Baba 007 - the spy who failed us

Vera Columnist
Former president Jacob Zuma enters the Commission of Enquiry into State Capture, 19 July 2019, in Parktown, Johannesburg.
Former president Jacob Zuma enters the Commission of Enquiry into State Capture, 19 July 2019, in Parktown, Johannesburg.
Image: Alaister Russell/The Sunday Times

Move over, 007

The name is Zuma, Jacob Gedleyihlekisa Zuma, SA's top spy.

This agent is so feared that, not just one, but three intelligence agencies from three different countries conspired to do anything in their power to stop our super agent.

For almost three decades they tried everything to derail him. First they waited until he and his then friend Thabo flew out on an international trip in 1991 before they replaced him with a man called Terror as head of ANC intelligence.

Shaiken, not stirred

When he retreated to the kingdom of the Zulus where he tried his luck at being the first premier of KwaZulu-Natal, the foreign agencies poisoned the minds of citizens there making them vote for the IFP.

Fearing that our top spy would make his comeback to national politics, they then enticed his friend Schabir to engage in some corrupt activities that would implicate our otherwise innocent agent. But he still made it back to the top, this time as ANC and the country's deputy president.

So the three intelligence agencies then got a prosecutions chief and the Scorpions to pursue criminal charges against Schabir and our agent. But that only made him even stronger to successfully challenge for the highest office in the land.

Sleeping with the enemy

As president our chief spy could have used his power to chase after the treasonous souls who connived with the foreign agencies to destroy him. But he was a nice guy, so he decided to instead appoint some of them into sensitive positions in his cabinet and parliament. However, these agents of darkness continued trying to destroy our super-spy.

Building lies

He was building himself a nice rural retirement home on the banks of Thukela River in Nkandla when they tricked him into accepting R246m from public coffers to upgrade the homestead. And then they had the nerve to blame him for all of that, when they were responsible!

By this time the foreign agencies had won over a public protector into their scheme, who found that agent Zuma - also known as Baba - had done wrong in allowing for the upgrades.

But he continued running government.

A family Bond

So they went for his other friends, the Guptas. They concocted a story about the family capturing the state. So what if Baba allowed the family to land a plane at a national key point in contravention of the rules?

Rules are meant to be broken, aren't they? Unfortunately, by now the foreign agencies had poisoned enough South Africans and ANC leaders to make it possible to topple the top spy from high office.

Tip-toeing out of trouble

He went quietly, retreating to the hills of KZN where he spends much of his time enjoying pedicures and manicures while his lovely third wife Tobeka tweets about it.

But still the foreign agencies are not satisfied, sending advocate Paul Pretorius to "bury him" at a commission Baba himself appointed.

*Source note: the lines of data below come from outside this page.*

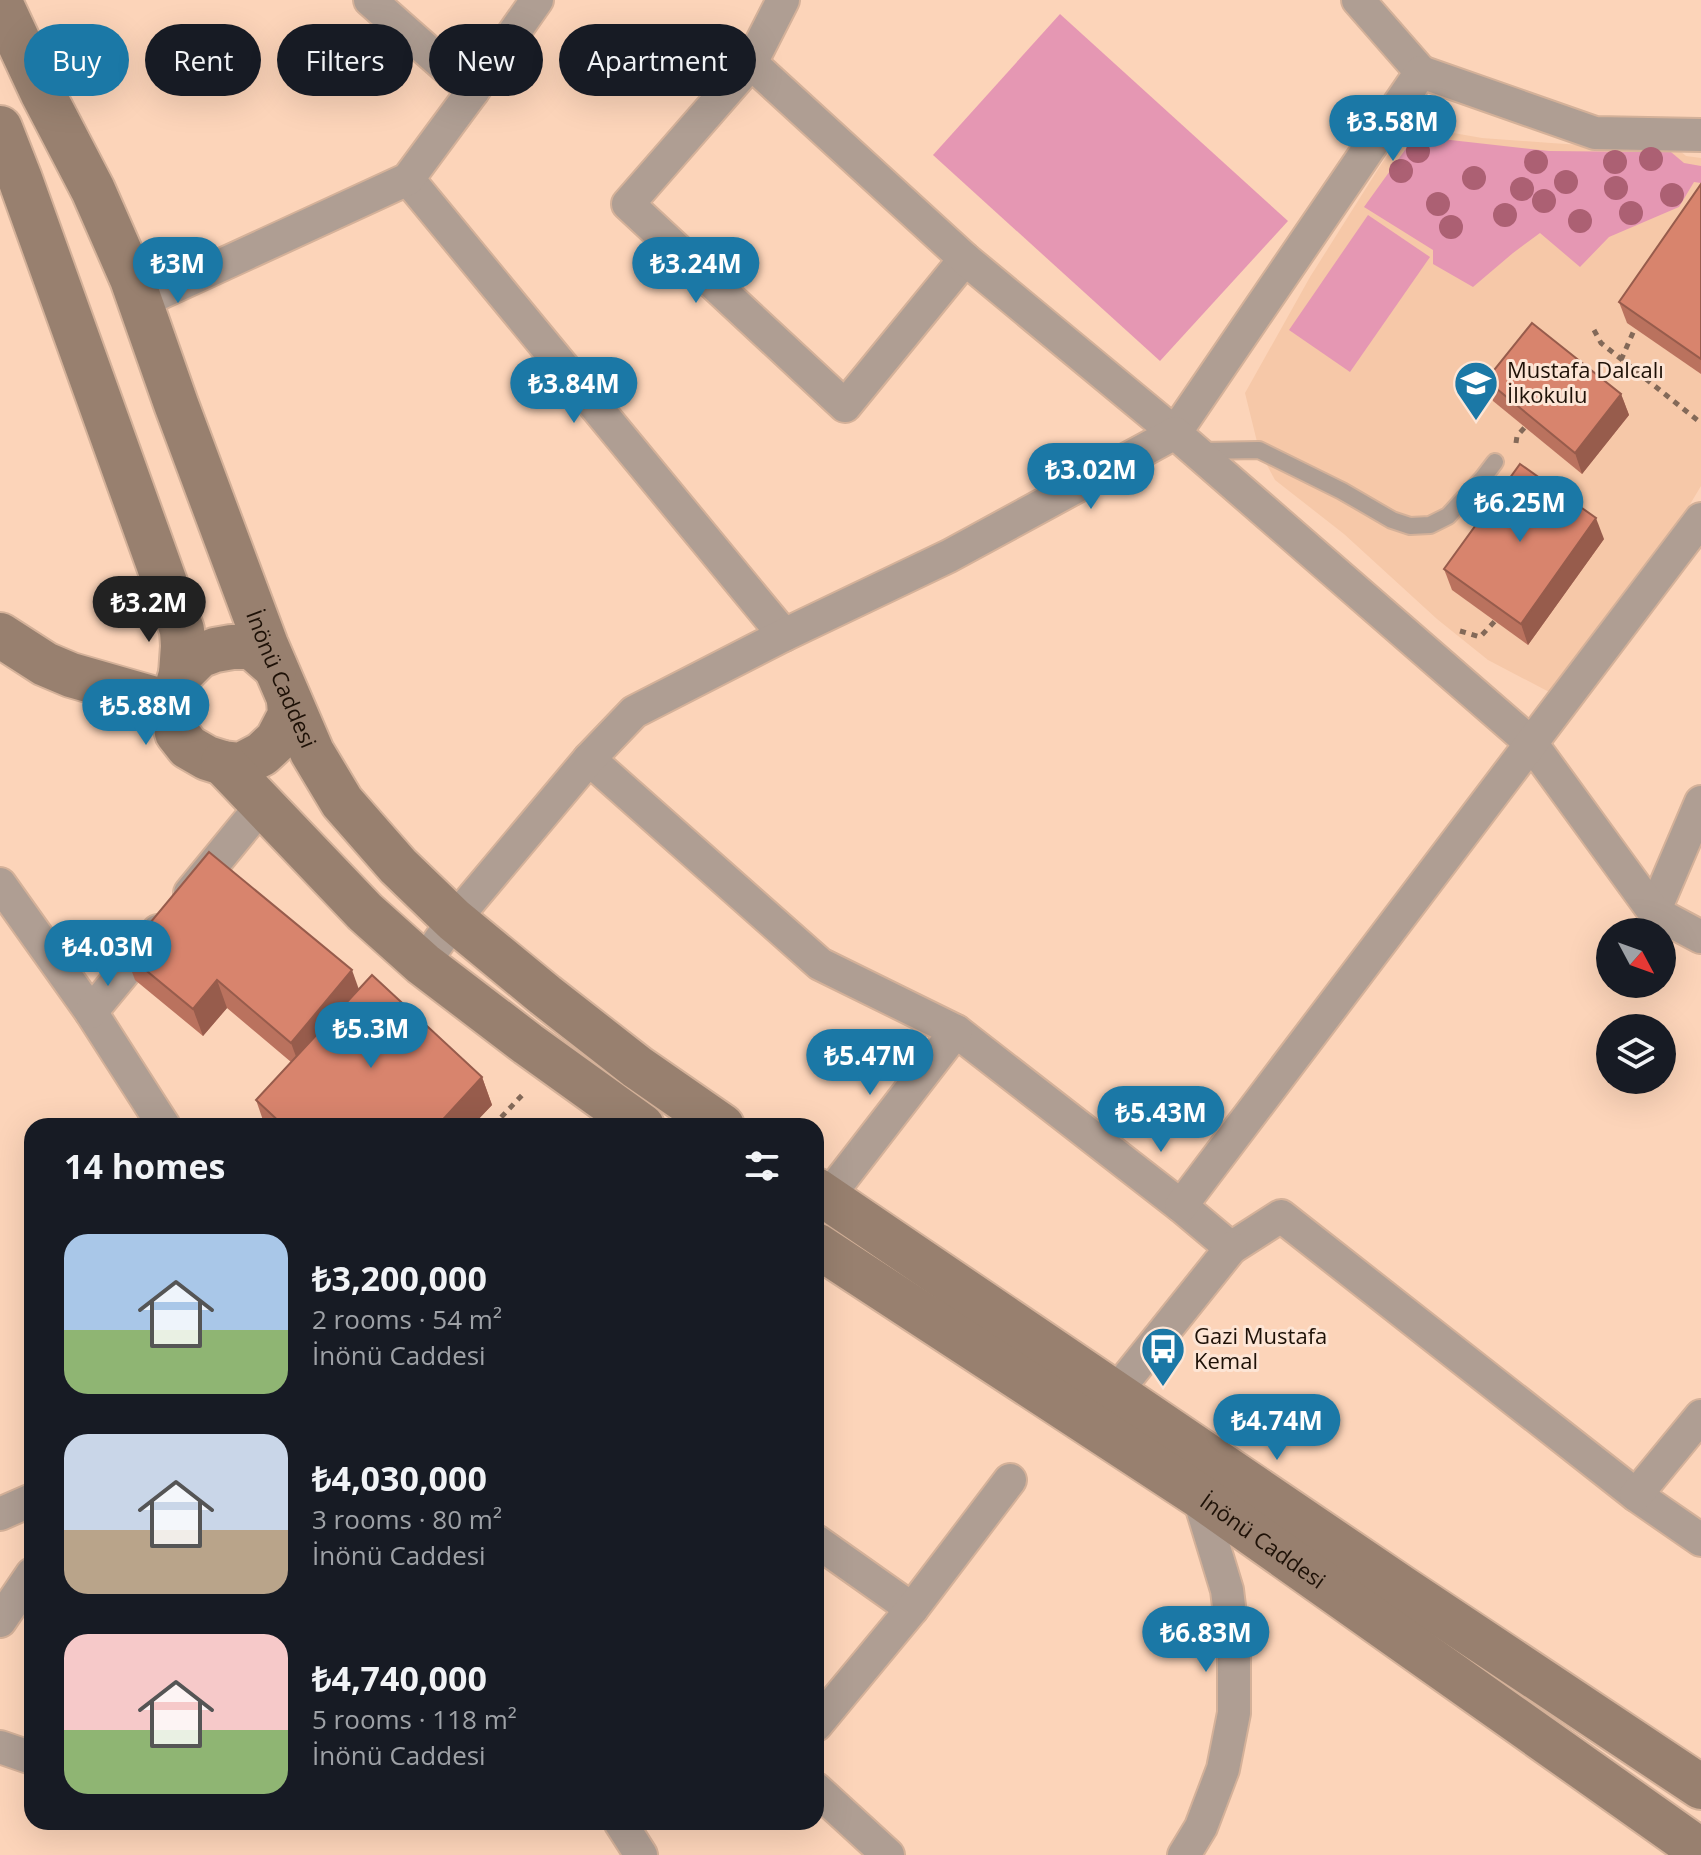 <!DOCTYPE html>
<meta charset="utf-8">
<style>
:root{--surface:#171b24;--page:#242831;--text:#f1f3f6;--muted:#9ea1a6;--accent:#1b78a6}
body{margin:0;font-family:"Open Sans",sans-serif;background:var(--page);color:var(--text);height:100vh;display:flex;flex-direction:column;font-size:30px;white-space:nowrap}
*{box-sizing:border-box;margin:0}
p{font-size:26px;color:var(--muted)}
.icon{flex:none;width:44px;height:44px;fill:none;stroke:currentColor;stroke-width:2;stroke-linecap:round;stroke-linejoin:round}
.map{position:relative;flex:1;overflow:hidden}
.drawer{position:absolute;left:24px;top:1118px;width:800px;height:712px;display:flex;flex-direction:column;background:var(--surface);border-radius:24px;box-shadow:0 8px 32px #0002}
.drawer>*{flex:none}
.top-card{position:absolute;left:24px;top:24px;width:800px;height:72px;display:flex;gap:16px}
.needle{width:52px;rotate:131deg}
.fabs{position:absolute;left:1596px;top:918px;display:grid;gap:16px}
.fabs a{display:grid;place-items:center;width:80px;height:80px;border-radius:50%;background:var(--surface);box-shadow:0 8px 32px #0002;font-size:40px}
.price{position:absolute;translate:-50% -68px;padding:0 18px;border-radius:28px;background:var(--accent);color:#fff;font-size:26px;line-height:52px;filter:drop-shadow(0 2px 4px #0008)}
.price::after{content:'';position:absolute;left:50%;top:48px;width:24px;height:18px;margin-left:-12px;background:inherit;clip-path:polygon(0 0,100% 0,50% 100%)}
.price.selected{background:#222;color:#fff}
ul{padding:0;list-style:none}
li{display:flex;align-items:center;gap:24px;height:200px;padding:0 40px}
li span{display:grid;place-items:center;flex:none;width:224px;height:160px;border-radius:24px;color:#555}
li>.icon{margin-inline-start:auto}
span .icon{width:96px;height:96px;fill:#fffc;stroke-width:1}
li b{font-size:34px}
h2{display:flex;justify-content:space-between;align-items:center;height:96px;padding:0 40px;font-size:34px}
.tag{padding:0 28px;border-radius:36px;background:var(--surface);box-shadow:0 8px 32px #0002;font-size:28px;line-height:72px}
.tag.selected{background:var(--accent);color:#fff}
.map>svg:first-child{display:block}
.built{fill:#f6c8a8}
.green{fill:#e597b3}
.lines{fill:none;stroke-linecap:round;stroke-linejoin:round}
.lane-casing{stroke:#d4b199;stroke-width:20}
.street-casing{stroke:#d4b199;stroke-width:36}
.secondary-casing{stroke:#d4b199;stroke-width:48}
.path{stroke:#836958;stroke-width:5;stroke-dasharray:6 6;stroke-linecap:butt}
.lane{stroke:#af9e93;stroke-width:16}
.street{stroke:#af9e93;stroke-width:32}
.secondary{stroke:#98806f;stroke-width:44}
.tree{fill:#ac6073}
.wall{fill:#ba725e}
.shaded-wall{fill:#975c4c}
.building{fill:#d8846d;stroke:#975c4c;stroke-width:2}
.labels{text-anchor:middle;stroke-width:6;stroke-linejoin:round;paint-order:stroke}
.poi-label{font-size:22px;fill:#1e1107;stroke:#fde5d5;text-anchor:start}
.street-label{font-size:22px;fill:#1e1107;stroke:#fde5d5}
</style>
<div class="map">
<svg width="1701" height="1855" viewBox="0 0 1701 1855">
<rect width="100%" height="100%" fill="#fcd4b9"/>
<polygon class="built" points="1408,125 1482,138 1551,143 1596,146 1667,140 1686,156 1701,158 1701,486 1680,521 1598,638 1553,694 1488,660 1437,619 1344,534 1275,480 1259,450 1245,393 1310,277 1380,166"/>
<g class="green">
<polygon points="1060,14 1288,221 1160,361 933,155"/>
<polygon points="1415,136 1549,151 1647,152 1665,147 1684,163 1701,166 1701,183 1694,182 1679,207 1609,237 1580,267 1540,233 1513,253 1473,287 1433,264 1433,250 1364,207"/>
<polygon points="1368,215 1430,257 1350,372 1289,330"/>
</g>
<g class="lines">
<g class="lane-casing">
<polyline id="lane" points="1201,451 1259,450 1342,491 1392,520 1410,526 1430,525 1448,516 1482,479 1495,462"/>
</g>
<g class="street-casing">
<g id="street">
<polyline points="370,0 473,91"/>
<polyline points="783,0 751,63 628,204 845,406 965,259"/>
<polyline points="1358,0 1421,72"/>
<polyline points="751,63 965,259 1175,433 1421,72 1595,133 1701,135"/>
<polyline points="408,179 784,635"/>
<polyline points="141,302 408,179 473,91 537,0"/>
<polyline points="589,759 820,964 956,1031 1181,1206 1231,1248 1281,1216 1636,1495 1701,1540"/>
<polyline points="0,884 91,1012 164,1126"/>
<polyline points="190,893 263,804"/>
<polyline points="1654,912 1701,802"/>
<polyline points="423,964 454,920 589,759 634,712 784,635 949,556 1175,433 1531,743 1654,912 1701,937"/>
<polyline points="91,1012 158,931"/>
<polyline points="827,1198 956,1031"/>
<polyline points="1181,1206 1701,519"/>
<polyline points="1115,1393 1231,1248"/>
<polyline points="1636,1495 1701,1416"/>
<polyline points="0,1514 32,1500"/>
<polyline points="816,1541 912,1609"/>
<polyline points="0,1621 32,1574"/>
<polyline points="816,1725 912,1609 1010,1480"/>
<polyline points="0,1747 32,1758"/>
<polyline points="816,1789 888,1855"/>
<polyline points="620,1822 641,1855"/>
<polyline points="1184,1855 1201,1827 1223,1769 1234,1713 1234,1647 1227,1590 1198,1495"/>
</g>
</g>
<g class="secondary-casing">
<g id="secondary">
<path id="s1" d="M0,2L42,92L93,190L132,279L176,404L266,645L312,752L342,802L398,866L454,920L545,995L637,1067L722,1126"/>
<polyline points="0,128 20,179 182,630 183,646 181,674"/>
<polyline points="0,635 45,664 71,675 172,704"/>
<polyline points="275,667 252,647 232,647 215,650 199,656 181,674 172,704 177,733 188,747 207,758 223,763 241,765 262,754 277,740 290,715 289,700"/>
<polyline points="223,763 365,912 423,964 528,1044 642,1126"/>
<polyline points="816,1190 1402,1588 1701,1787"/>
<path id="s2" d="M816,1245L1198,1495L1701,1851"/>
</g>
</g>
<g class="path">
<polyline points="1594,330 1601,343 1701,423"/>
<polyline points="1621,360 1635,328"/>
<polyline points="1516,443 1517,436 1525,427"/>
<polyline points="1460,631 1480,637 1495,621"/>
<polyline points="493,1126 525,1092"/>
</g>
<use href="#lane" class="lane"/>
<use href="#street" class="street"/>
<use href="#secondary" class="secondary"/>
</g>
<g class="tree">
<circle cx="1418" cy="151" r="12"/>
<circle cx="1651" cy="159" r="12"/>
<circle cx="1536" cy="162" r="12"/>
<circle cx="1615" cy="162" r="12"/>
<circle cx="1401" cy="171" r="12"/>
<circle cx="1474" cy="178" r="12"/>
<circle cx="1566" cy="182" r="12"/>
<circle cx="1616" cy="188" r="12"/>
<circle cx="1522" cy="189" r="12"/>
<circle cx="1672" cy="195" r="12"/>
<circle cx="1544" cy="201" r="12"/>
<circle cx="1438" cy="204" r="12"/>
<circle cx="1631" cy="213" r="12"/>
<circle cx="1505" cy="215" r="12"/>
<circle cx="1580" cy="221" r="12"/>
<circle cx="1451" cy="227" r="12"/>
</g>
<g class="wall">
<polygon points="1701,184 1701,374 1627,323 1619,302"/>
<polygon points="1486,380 1621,394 1629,415 1582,474 1493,401"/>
<polygon points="1604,539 1528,645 1452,590 1444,569"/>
<polygon points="125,953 359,989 482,1077 492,1105 472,1126 265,1126 256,1100 291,1062 227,1008 203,1036 135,980"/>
</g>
<g class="shaded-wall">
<polygon points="1621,394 1629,415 1582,474 1575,453"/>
<polygon points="1596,518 1604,539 1528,645 1521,624"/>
<polygon points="352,970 362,998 301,1070 291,1043"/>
<polygon points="217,980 227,1008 203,1036 193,1009"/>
<polygon points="482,1077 492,1105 472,1126 437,1126"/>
</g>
<g class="building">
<polygon points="1701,184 1701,359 1619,302"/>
<polygon points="1532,323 1621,394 1575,453 1486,380"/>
<polygon points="1520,464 1596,518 1521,624 1444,569"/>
<polygon points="209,852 352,970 291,1043 217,980 193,1009 125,953"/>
<polygon points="372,975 482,1077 437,1126 284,1126 256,1100"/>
</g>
<defs>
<g id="school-pin" transform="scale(2.3)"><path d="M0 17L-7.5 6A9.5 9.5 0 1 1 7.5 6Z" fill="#1b78a6" stroke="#fde5d5"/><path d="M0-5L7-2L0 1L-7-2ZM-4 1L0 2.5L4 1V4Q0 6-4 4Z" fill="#fff"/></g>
<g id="bus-pin" transform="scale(2.3)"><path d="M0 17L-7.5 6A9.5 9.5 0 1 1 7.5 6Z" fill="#1b78a6" stroke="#fde5d5"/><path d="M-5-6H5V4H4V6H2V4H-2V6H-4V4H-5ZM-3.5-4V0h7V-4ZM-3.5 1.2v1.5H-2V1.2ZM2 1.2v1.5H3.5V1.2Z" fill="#fff"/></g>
</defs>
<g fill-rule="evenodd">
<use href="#school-pin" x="1476" y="383"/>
<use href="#bus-pin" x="1163" y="1349"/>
</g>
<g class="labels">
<g class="poi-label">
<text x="1507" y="378">Mustafa Dalcalı<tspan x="1507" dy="25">İlkokulu</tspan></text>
<text x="1194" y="1344">Gazi Mustafa<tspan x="1194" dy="25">Kemal</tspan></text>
</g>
<g class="street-label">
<text dy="8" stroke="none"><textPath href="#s1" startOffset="734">İnönü Caddesi</textPath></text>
<text dy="8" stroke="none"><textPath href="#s2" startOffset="536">İnönü Caddesi</textPath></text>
</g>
</g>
</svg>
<div class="fabs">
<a><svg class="needle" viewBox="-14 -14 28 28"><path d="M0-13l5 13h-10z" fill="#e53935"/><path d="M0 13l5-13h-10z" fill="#9ea1a6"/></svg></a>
<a><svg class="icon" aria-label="layers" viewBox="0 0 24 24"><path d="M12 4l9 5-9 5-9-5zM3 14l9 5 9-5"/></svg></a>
</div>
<b class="price" style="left:1393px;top:163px">₺3.58M</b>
<b class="price" style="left:178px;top:305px">₺3M</b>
<b class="price" style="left:696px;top:305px">₺3.24M</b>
<b class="price" style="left:574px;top:425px">₺3.84M</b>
<b class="price" style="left:1091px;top:511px">₺3.02M</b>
<b class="price" style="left:1520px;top:544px">₺6.25M</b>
<b class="price selected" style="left:149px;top:644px">₺3.2M</b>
<b class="price" style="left:146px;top:747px">₺5.88M</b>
<b class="price" style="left:108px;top:988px">₺4.03M</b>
<b class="price" style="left:371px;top:1070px">₺5.3M</b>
<b class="price" style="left:870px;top:1097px">₺5.47M</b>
<b class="price" style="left:1161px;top:1154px">₺5.43M</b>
<b class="price" style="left:1277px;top:1462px">₺4.74M</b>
<b class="price" style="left:1206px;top:1674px">₺6.83M</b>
<div class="top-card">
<a class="tag selected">Buy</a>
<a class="tag">Rent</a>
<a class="tag">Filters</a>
<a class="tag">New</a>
<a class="tag">Apartment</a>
</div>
<section class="drawer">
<h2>14 homes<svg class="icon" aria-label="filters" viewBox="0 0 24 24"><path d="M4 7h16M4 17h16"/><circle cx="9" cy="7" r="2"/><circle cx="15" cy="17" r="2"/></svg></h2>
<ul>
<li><span style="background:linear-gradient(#a9c7e8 60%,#8fb573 0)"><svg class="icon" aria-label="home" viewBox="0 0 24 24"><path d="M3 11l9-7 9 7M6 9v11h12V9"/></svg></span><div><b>₺3,200,000</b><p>2 rooms · 54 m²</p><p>İnönü Caddesi</p></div></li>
<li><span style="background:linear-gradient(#c9d6e8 60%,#b9a48a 0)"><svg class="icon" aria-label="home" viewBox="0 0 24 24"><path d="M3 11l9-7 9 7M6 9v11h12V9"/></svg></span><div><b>₺4,030,000</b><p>3 rooms · 80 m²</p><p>İnönü Caddesi</p></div></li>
<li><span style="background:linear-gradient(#f6c9c9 60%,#8fb573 0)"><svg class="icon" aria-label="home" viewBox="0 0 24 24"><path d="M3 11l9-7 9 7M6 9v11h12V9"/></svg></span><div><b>₺4,740,000</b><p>5 rooms · 118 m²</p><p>İnönü Caddesi</p></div></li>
</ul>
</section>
</div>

So our agent had to find the way of escaping the commission on his third day on the stand.

Spies, spies, spies everywhere

Vera has just one question. Why would foreign agencies go to such lengths against a spy chief who, by his own admission, was so bad that he knowingly allowed an "apartheid spy" to work as Oliver Tambo's PA and another one to rise so high in the ranks that he became the chief of staff of Mkhonto weSizwe as well as first commander of a free SA army?

Surely the foreign agencies should have been happy with Zuma because, by his own version of history, he protected and promoted those who had infiltrated the liberation movement and the ANC government for treasonous objectives.